- Developer: Level 9 Computing
- Publisher: Mosaic Publishing
- Designer: Pete Austin
- Platforms: ZX Spectrum, Commodore 64, Amstrad CPC, BBC Micro
- Release: 1984
- Genre: Interactive fiction
- Mode: Single-player

= Erik the Viking (video game) =

1984 video game

The Saga of Erik the Viking (popularly known as Erik the Viking) is a text-based adventure video game developed by Level 9 Computing and published by Mosaic Publishing in 1984. The game runs on the Amstrad CPC, BBC model B, Commodore 64, and ZX Spectrum.

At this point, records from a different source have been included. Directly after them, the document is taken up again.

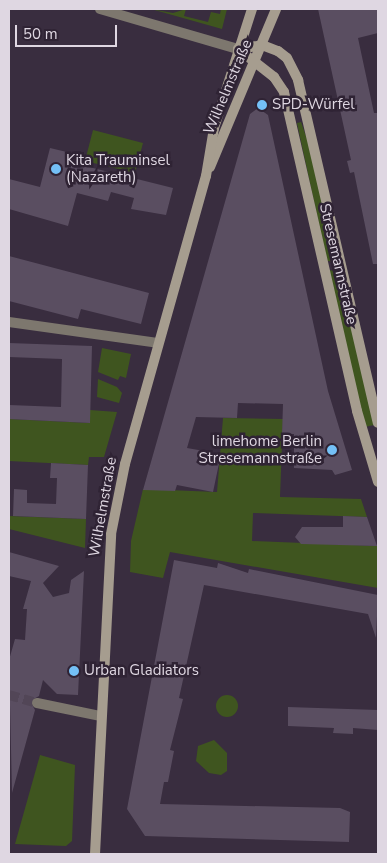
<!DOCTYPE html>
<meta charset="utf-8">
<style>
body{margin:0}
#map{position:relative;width:387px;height:863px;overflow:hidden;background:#392d3f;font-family:"Nunito Sans",sans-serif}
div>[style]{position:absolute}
.green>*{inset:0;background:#3f551f}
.round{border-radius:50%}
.building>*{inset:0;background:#5a4e61}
.minor-tunnel>*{height:10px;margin-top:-5px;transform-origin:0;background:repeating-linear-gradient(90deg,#524657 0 10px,transparent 0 15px)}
.minor>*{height:10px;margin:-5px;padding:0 5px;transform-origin:5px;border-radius:5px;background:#7d776e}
.secondary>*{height:10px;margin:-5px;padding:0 5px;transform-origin:5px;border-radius:5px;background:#a69d8f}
.dots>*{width:14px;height:14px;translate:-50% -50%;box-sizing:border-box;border:2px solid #2f2334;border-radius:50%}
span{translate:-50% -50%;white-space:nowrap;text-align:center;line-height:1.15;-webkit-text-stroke:5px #2f2334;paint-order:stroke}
.street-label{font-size:15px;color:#dfd7e2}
.poi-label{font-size:15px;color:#dfd7e2}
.left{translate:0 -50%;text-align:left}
.right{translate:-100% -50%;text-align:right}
.frame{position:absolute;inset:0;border:10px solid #dfd7e2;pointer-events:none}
.scale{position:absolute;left:15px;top:25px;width:102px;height:22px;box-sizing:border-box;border:2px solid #dfd7e2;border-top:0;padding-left:6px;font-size:15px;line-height:18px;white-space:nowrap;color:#dfd7e2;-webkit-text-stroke:4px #2f2334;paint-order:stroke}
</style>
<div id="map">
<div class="green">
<div style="clip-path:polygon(151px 9px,173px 13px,186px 9px,184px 16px,208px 22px,211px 12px,220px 14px,221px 9px,227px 9px,222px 29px)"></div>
<div style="clip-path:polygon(301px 122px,316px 165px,337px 262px,327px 261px,297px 123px)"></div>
<div style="clip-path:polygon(93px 130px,143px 143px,135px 173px,85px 161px)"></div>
<div style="clip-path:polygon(329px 270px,340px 272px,374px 425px,365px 427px)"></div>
<div style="clip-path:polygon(102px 348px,131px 354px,126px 378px,120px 376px,118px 380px,98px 372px)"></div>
<div style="clip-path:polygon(98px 379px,117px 387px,122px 393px,119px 403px,97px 397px)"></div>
<div style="clip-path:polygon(90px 410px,117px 412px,104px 457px,89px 457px,88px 465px,9px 461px,9px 419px,89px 423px)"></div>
<div style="clip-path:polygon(223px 418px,283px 419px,280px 497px,361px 499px,367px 517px,253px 513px,252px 541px,377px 546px,378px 588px,170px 552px,163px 578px,130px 572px,131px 541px,143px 489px,217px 492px)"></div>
<div style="clip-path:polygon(9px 516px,86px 519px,85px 548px,9px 529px)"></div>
<div class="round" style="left:216px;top:695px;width:22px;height:22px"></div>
<div style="clip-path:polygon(214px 740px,227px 753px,227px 771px,221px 775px,209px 773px,196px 761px,198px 746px)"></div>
<div style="clip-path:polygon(40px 755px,75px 765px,72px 841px,66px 846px,15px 844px)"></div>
</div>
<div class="building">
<div style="clip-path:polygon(318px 9px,378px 9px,378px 33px,358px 38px,374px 113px,378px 113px,378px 264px,373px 264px,354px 172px,350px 173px,347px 161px,351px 160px)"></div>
<div style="clip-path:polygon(258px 108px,268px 115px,328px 391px,352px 470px,335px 475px,332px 470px,294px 468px,294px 434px,282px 434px,283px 404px,238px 403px,237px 418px,196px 417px,187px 448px,221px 454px,213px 492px,177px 485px,175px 491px,143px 490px,250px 114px)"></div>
<div style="clip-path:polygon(50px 148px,71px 153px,69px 162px,173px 188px,166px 215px,131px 209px,134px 198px,111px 192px,108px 201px,77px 193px,68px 226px,9px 209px,9px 179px,40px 187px)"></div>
<div style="clip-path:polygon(9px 256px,149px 293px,141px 324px,81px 309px,78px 319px,9px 301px)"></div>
<div style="clip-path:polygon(9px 343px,92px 346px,90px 423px,9px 419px,9px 405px,61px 407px,62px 359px,9px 357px)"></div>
<div style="clip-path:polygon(51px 463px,88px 465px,86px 519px,13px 516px,14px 489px,27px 490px,27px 503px,56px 504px,57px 478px,50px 478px)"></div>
<div style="clip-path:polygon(343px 516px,367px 517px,377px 546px,301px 544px,295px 537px,302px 527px,343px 527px)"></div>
<div style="clip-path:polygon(9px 552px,59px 566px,43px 583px,53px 597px,69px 593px,71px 580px,84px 571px,78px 695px,57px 694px,43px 680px,39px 696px,30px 701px,35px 710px,12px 793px,9px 660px,15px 639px,25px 640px,27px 609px,23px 609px,31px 581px,9px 576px)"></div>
<div style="clip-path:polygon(174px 560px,217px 568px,218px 563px,248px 573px,249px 569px,378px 595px,376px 638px,368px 614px,204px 585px,179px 698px,183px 699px,170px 750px,174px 751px,168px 782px,164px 782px,160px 804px,340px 808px,350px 812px,349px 842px,145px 836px,127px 809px)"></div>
<div style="clip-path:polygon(288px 707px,378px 710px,378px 730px,353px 728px,353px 734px,333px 733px,334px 728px,288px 726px)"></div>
</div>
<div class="minor-tunnel">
<div style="left:9px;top:695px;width:29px;rotate:16deg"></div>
</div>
<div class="minor">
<div style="left:100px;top:9px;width:144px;rotate:16.2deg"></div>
<div style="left:9px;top:322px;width:150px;rotate:8deg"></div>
<div style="left:37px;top:703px;width:64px;rotate:11.7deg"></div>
</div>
<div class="secondary">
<div style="left:238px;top:49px;width:46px;rotate:37.9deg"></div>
<div style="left:274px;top:77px;width:18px;rotate:56deg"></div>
<div style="left:284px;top:92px;width:327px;rotate:77.1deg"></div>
<div style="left:357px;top:411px;width:74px;rotate:73.5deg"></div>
<div style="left:238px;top:49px;width:24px;rotate:-9deg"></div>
<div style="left:262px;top:45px;width:17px;rotate:21deg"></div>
<div style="left:278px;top:51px;width:11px;rotate:38deg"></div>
<div style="left:287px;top:58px;width:25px;rotate:63deg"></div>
<div style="left:298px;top:80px;width:352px;rotate:76.9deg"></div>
<div style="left:210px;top:167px;width:171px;rotate:-67.3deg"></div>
<div style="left:95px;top:854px;width:320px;rotate:-87.1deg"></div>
<div style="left:111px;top:534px;width:71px;rotate:-78.7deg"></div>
<div style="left:125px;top:464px;width:299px;rotate:-74.3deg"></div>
<div style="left:206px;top:176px;width:49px;rotate:-80.5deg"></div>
<div style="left:214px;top:128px;width:125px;rotate:-72.3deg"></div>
</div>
<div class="dots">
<div style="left:262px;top:105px;background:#74c0f6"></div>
<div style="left:56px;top:169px;background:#74c0f6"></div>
<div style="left:332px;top:450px;background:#74c0f6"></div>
<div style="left:74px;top:671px;background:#74c0f6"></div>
</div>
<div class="street-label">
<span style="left:228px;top:87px;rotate:-67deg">Wilhelmstraße</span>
<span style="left:338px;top:264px;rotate:77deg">Stresemannstraße</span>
<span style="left:103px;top:507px;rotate:-80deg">Wilhelmstraße</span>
</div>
<div class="poi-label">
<span class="left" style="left:272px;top:105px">SPD-Würfel</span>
<span class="left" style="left:66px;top:169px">Kita Trauminsel<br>(Nazareth)</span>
<span class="right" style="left:322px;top:450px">limehome Berlin<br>Stresemannstraße</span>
<span class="left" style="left:84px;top:671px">Urban Gladiators</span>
</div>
<div class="frame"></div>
<div class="scale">50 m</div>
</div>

It is loosely based on the 1983 award-winning children's novel of the same name by Terry Jones. A number of characters and items in the game are drawn from the novel, although the plot is completely different. Jones also directed the 1989 film Erik the Viking, which was also completely different, featuring a third plot not present in either the novel or the video game. England-based video game developer Eurocom worked for some time on an NES version of the game which was supposed to be based on the book and the film, though the game was ultimately cancelled in late 1992.

==Plot==

The player controls Erik the Viking, and when his family is kidnapped by the evil Dogfighters, it becomes Erik's task to find them. In the first part of the game, Erik is on the mainland. He makes preparations for sailing, finds his weapons, and gathers together a crew, which includes Blind Thorkhild, Sven the Strong, and Ragnar Forkbeard.

Most of the game is set on the sea, with Erik steering his ship, the Golden Dragon, through the northern seas. He visits a number of different islands to collect the necessary items and meet the necessary characters to rescue his family and win the game. These characters include an enchantress in a cave hidden in a forest, the wizard Al Kwasarmi on a stone quay, and the enchanter's daughter Freya. The enchanter's study contains a list of the items that Erik needs to complete the game, and Al Kwasarmi makes them into the ribbon that Erik needs to rescue his family. A dragon may also interrupt Erik's quest.

==Gameplay==

The Saga of Erik the Viking is a text-based adventure, in which the player inputs simple commands which Erik follows. As in similar adventure games, the world is divided into a number of screens or "rooms", all of which have simple pictures to enhance the atmosphere. The game's graphics were reminiscent of Beam Software's The Hobbit (1982) in that they are seen to be drawn on the screen as Erik enters a new room. The parser, though, was not as advanced as that used in The Hobbit, and was unable to handle sentences beyond set phrases. Additionally, the non-player characters do not exhibit the same independence as they do in The Hobbit, nor is it possible to command them to act. However, the dictionary on the parser was respectable for its time and the playability of the game was fairly good.

Erik the Viking is difficult to complete, having a linear plot typical of adventure games of this era. Failing to collect an object early in the game often means that a later puzzle cannot be solved. As in other games of the time, it is all too easy to die. For example, at one point in the game the Golden Dragons sail will start to rip, and if you have not found the needle in the byre by that stage, you will drown.

There are a number of particularly challenging and occasionally frustrating puzzles for the gamer. One of the more clever examples includes finding the enchanter's study. This requires following a particular pattern of moves through seemingly endless corridors of yellow, red, and blue rooms. The amusing solution to this is that the colours are political: a red room requires Erik to move left, a blue room right, and a yellow room straight ahead. At one point, the instruction "Knock like Thor" requires Erik to use a hammer. The aforementioned needle that Erik uses to mend his sail is found in the unlikeliest of places: a haystack.

If the parser cannot recognise a command, the game will respond to the player with one of a number of phrases with which the gamer will be very familiar by the game's end. These include "Eh?", the response to a nonsense phrase; "Try again" for a command that is almost recognisable; and "Do WHAT to [an object]..." if the parser recognises the object in question but not the verb. Entering "TALK" or "SPEAK" will cause the response "Actions speak louder than words". One amusing feature of this is that the parser always uses the full name of an item, such that the command "TOUCH STEWPOT" will cause the response "Do WHAT to a large iron stewpot". There are also a number of tempting rooms or locations that look as though they can be visited at sea, but on attempting to visit them the computer responds with "The natives won't help" or "Erik finds nothing but sheep".

The game has a scoring system out of 1000, and when Erik dies a message appears stating how many points the player has scored and gives the player a Viking title accordingly, the lowest being Thrall.

As with its other adventure games, Level 9 Computing issued a "Clue Sheet" that could be ordered. This provided gamers with much-needed help to solve some of the more difficult puzzles.